Before I get started today, I want to give another thank you to Inkwell Games for sponsoring this week’s newsletters. If you haven’t tried their games yet, please do — they’re the perfect pairing with Now I Know to get you thinking at the start of your day.
As you can imagine, I’m a big fan of the internet. Projects like Now I Know — and, I’m guessing, Inkwell too — are only possible because of the internet. This newsletter has a bit north of 50,000 subscribers — the population of a small American city or roughly enough to sell out a baseball stadium. But you all are spread throughout the planet, not living in my neighborhood. If I were only writing for people in my immediate vicinity, Now I Know wouldn’t exist. The internet has unlocked opportunities that a generation or two ago could barely imagine.

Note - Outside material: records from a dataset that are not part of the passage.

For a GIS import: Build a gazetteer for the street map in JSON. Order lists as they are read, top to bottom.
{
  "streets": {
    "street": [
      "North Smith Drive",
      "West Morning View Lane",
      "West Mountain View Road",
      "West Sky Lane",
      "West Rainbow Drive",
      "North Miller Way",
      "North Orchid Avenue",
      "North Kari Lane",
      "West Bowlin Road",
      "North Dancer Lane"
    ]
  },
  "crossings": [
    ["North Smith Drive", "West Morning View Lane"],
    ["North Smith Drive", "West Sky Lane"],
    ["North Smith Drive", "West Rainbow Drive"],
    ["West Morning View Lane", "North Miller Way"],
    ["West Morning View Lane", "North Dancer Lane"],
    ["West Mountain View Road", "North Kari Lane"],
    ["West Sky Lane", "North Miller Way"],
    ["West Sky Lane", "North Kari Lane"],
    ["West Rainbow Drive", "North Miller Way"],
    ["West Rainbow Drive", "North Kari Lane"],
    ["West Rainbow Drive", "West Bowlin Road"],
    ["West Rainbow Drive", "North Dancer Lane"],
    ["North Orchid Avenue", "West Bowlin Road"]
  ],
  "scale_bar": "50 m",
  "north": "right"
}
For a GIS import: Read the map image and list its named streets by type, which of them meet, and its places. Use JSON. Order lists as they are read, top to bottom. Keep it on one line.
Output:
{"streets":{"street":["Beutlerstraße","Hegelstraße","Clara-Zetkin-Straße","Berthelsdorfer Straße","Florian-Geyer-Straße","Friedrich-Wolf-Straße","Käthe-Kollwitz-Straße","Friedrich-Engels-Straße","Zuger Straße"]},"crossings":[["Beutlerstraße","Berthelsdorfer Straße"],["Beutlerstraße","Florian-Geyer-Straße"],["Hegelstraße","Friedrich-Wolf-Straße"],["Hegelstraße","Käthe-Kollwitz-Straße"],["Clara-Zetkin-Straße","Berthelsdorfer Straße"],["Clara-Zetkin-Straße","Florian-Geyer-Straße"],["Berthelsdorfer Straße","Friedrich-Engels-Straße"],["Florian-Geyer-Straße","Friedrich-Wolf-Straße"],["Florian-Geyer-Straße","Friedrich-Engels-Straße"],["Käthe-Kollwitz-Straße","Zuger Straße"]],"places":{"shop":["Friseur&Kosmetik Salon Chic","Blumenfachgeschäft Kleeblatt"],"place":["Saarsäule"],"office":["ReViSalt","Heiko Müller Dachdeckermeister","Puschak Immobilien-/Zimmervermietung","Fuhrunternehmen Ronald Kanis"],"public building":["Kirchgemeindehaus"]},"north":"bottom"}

But this week has reminded me that this has come at a price — one, I think, worth paying, and perhaps one that wasn’t actually a good thing anyway. The “monoculture.”
The idea behind the monoculture is simple. Once TV became nearly universal in American homes (and apologies to those outside the U.S.), TV programming became the anchor of popular culture. The most popular shows became must-watch TV not only because the programs were, ostensibly, good, but because everyone else was watching the same thing. You just couldn’t be part of the watercooler conversations without having watched whatever constituted must-see-TV.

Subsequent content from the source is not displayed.